After the University of Akron Board of Trustees voted in favor of the tentative agreement, the administration began notifying the professors that were slated to be fired in the event that the contract passed. As a result many faculty that voted on the tentative agreement did so with knowledge that the contract being ratified would immediately result in the loss of their individual jobs.
The university’s doctoral program in counseling psychology has been put in jeopardy as professor Margo Gregor, one of only five professors in the program, is among the 96 faculty members slated to be laid off. The American Psychological Association (APA), which accredits programs at universities, had previously stated that the program’s low number of faculty was a “major issue.” It is unclear what the long-term impact of losing 20 percent of the program’s faculty will have on its accreditation.
Prior to the agreement being voted down, the AAUP also filed two charges of unfair labor practices (ULP) against the university. The ULPs concern the faculty being slated for layoffs. The AAUP has claimed that they never agreed that faculty being fired are required to sign a general release—a legal document that would prevent the former faculty from filing claims against the university—before receiving benefits. The union has stated that they only agreed that laid-off faculty have to sign a release in order to get a $12,000 severance package. In the end, however, this is a minor technicality which obscures the more important fact that the union agreed to such economic blackmail at all.

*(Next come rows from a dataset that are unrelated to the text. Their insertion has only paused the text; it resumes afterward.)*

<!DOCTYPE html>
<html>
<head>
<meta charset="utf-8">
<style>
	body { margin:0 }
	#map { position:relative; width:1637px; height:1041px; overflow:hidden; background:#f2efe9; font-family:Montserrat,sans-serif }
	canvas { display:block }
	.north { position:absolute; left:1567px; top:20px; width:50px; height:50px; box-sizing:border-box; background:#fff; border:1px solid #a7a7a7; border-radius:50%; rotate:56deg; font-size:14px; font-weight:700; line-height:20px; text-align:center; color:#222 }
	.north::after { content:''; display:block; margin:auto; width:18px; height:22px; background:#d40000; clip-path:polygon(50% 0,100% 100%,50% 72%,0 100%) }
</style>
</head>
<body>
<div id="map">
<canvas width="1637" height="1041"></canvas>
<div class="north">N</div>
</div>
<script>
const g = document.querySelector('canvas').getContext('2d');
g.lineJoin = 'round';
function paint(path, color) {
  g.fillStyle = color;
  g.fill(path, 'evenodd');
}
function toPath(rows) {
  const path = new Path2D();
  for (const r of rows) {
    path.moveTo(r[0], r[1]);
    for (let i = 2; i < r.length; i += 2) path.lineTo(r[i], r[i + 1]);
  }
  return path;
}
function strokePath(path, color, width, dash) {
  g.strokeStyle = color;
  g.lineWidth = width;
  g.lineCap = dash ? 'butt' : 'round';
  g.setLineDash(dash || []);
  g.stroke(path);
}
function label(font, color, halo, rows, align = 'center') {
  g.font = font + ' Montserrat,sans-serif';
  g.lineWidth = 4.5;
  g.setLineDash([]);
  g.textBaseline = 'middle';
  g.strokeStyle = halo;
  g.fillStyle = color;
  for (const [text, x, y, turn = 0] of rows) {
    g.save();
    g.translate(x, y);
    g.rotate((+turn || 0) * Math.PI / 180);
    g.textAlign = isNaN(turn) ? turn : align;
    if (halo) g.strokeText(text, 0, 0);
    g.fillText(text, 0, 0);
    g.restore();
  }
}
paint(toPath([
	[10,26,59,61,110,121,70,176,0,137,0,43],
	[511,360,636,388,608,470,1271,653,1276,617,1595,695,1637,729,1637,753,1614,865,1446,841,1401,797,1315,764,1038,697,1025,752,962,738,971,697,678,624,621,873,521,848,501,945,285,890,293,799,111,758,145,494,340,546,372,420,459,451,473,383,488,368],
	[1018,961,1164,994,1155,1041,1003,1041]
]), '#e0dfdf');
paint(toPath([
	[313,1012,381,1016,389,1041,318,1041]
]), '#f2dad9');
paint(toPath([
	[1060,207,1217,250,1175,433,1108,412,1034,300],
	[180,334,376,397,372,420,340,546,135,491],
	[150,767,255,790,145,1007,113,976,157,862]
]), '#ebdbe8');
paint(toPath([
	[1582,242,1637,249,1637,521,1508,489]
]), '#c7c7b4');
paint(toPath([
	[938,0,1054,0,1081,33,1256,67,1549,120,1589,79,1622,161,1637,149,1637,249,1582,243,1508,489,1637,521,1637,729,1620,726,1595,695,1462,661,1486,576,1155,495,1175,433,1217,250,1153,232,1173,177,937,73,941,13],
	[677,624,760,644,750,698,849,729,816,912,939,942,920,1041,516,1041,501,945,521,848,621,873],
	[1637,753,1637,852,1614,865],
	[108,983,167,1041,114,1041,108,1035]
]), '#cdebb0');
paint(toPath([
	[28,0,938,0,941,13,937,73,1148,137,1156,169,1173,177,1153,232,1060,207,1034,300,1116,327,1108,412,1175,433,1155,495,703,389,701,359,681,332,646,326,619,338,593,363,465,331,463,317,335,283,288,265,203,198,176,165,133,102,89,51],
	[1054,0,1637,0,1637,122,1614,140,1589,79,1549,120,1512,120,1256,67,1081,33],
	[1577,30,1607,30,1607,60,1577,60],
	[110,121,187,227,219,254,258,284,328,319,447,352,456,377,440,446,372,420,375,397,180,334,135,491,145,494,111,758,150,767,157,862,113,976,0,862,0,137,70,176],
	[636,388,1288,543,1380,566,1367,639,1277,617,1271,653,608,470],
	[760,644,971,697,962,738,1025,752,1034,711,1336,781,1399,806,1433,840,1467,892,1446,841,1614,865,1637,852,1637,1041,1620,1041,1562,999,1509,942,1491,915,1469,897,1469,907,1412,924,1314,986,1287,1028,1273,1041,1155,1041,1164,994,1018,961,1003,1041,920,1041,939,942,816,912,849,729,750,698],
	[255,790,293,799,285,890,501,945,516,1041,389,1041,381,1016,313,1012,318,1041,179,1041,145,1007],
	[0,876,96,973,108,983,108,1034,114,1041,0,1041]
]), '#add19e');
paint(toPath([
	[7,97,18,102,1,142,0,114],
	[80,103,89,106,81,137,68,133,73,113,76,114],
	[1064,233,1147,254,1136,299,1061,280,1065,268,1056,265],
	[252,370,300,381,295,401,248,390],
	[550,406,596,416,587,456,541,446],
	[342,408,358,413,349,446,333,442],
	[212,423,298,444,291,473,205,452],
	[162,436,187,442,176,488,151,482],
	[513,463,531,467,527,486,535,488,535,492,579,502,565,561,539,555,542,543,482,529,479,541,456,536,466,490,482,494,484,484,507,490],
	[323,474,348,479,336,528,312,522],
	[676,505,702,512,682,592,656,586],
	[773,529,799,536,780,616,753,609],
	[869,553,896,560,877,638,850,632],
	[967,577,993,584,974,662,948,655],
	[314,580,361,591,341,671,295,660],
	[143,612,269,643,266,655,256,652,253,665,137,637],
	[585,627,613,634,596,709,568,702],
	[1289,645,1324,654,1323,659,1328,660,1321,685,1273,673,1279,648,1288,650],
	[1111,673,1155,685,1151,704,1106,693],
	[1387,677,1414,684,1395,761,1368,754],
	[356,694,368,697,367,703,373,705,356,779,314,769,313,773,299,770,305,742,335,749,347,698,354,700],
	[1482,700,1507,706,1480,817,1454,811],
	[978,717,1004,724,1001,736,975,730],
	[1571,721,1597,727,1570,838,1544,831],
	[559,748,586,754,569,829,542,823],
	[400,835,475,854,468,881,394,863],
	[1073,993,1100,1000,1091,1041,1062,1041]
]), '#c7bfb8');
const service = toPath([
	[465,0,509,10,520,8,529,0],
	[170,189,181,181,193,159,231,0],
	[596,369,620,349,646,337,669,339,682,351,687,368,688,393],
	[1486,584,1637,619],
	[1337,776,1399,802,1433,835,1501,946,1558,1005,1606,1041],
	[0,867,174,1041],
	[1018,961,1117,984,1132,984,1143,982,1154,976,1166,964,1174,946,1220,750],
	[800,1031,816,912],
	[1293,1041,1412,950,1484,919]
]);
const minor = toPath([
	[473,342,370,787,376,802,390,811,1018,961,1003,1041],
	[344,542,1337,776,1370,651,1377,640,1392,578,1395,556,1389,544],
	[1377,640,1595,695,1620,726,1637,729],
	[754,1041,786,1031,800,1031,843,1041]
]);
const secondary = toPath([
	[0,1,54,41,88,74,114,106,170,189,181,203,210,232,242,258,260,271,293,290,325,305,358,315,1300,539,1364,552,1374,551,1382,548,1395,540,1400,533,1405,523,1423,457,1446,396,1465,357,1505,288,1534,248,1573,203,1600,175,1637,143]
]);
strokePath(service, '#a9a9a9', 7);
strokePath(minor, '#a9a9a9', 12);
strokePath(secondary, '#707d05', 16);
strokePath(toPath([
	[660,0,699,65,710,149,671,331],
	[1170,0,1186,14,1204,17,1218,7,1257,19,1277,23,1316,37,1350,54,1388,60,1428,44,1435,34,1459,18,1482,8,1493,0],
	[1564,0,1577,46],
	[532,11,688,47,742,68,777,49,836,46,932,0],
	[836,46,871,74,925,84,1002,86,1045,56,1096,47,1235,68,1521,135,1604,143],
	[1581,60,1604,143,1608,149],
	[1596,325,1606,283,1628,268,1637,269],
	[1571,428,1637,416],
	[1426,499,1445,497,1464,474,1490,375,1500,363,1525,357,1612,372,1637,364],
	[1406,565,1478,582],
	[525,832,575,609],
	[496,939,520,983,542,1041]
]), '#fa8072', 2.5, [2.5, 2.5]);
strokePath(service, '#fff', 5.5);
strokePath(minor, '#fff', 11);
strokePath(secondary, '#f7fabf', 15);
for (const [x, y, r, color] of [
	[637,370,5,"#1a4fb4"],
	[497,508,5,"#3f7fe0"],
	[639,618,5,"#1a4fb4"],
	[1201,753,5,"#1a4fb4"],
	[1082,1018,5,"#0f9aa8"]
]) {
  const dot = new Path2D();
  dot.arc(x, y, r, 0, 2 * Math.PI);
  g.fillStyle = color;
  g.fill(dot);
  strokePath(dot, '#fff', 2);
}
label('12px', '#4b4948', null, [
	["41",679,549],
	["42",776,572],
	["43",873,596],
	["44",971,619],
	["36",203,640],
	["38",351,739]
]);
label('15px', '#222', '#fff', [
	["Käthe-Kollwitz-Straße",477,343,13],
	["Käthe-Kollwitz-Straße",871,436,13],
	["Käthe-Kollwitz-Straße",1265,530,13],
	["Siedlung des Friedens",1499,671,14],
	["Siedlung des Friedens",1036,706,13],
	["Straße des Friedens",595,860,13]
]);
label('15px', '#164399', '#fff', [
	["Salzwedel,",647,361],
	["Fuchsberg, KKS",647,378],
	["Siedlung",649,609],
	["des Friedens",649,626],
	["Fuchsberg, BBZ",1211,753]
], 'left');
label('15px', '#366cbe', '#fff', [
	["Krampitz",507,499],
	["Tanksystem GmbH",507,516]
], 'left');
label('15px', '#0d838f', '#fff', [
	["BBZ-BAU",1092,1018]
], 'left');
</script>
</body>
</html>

The other grievance was filed on behalf of the faculty given layoff notices by the Board of Trustees on July 15 as well as faculty on an earlier list who chose to retire to avoid being fired on July 15. The AAUP claims the faculty slated for layoffs had not been given adequate notice or reason for being selected; that those slated for layoffs had previously filed grievances against the University; that the layoffs had a “disparate impact on older faculty members,” those with disabilities, women and minority groups. The grievance also points out that some faculty members were hired at the same time as the layoffs, undercutting the administration’s argument that the firing were economically motivated.
Faculty that were selected for layoffs as part of the Board of Trustees’ decision will be unemployed after August 22, pending the arbitration ruling.
Despite filing the ULPs, the AAUP throughout the negotiations with the administration has completely accepted that faculty must take concessions in order to resolve the university’s budgetary shortfall. The AAUP, however, has raised concerns that the demands of the administration to rapidly lay off faculty has made the contracts impossible to ratify and could damage the university’s reputation.
AAUP specified in a statement from July 27 that they warned the University Negotiating Team that the administration’s demands included provisions that “would jeopardize ratification.” Instead the AAUP proposed temporary pay cuts in exchange for fewer layoffs this year and the possibility of another “smaller layoff next year.” They also claimed that the “pay cuts can serve the University as a bridge to… permanent expenditure reductions,” caused by faculty resigning and retiring.
For decades now the various union bureaucracies have played a key role in subverting workers struggles and imposing concessions. Under the ongoing COVID-19 pandemic these same organizations are redoubling their efforts to impose austerity, and in many cases force workers back on the job under unsafe conditions. The Socialist Equality Party and International Youth and Students for Social Equality call on educators and students to break from these bankrupt organizations to organize against deteriorating living conditions.